Ear implants with a memory

In the field of medical technology Laser Additive Manufacturing (LAM) opens up new ways of healing, e.g. for hearing-impaired persons. Inserting an implant into the tiny cochlea requires utmost care. During the procedure the surgeon runs the risk of destroying intact sensory cells which would even further decrease the hearing ability of the patient. The micrometer-small cochlea replicas that the surgeons use to practice the procedure are manufactured by the LZH’s Photonic System Technology Group using the LAM technology. The Surface Technology Group at LZH goes one step further. In cooperation with the Hannover Medical School (MHH), they are developing implants that change their shape due to temperature changes during the surgery and shall thus make the insertion much easier.

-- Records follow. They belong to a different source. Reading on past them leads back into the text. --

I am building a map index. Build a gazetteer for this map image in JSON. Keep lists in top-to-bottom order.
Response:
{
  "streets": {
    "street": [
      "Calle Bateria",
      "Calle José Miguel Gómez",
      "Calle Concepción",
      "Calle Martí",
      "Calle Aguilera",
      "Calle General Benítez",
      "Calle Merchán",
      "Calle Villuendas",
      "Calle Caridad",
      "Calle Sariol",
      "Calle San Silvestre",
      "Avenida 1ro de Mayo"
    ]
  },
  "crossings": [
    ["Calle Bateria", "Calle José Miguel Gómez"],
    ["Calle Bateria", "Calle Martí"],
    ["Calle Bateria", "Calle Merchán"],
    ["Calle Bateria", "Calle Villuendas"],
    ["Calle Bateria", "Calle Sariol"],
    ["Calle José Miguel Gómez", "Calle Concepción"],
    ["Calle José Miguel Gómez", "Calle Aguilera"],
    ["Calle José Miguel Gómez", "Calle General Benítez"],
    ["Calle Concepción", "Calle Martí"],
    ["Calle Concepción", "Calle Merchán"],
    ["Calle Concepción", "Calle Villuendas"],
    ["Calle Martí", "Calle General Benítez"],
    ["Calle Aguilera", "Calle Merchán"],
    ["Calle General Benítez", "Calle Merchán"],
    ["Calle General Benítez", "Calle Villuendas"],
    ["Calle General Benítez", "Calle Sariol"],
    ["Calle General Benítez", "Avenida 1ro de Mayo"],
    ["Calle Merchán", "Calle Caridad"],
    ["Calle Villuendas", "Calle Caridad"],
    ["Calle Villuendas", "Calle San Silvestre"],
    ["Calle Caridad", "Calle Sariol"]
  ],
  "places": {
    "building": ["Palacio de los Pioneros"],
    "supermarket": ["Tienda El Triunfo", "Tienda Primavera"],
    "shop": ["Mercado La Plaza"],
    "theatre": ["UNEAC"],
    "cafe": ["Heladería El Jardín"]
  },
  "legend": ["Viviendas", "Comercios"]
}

Using printed Magnesium to reconstruct faces
LAM also allows for the manufacturing of temporary implants. These Magnesium scaffolds are slowly and gradually decomposed by the human body. They are well suited for reconstructing defects of the facial skull, because their shape can be matched to the face of the patient. Directly after the surgery, the bioresorbable implants stabilize the tissue above. Afterwards, they make room for new bone cells.

Tiny, highly complex parts, however, not only inspire innovations in biomedical technology. There are practically no limits to their use. Polymers or metals, for example, can be used. Even complex parts with internal openings can be manufactured rapidly and with high precision. Only a 3D drawing is required.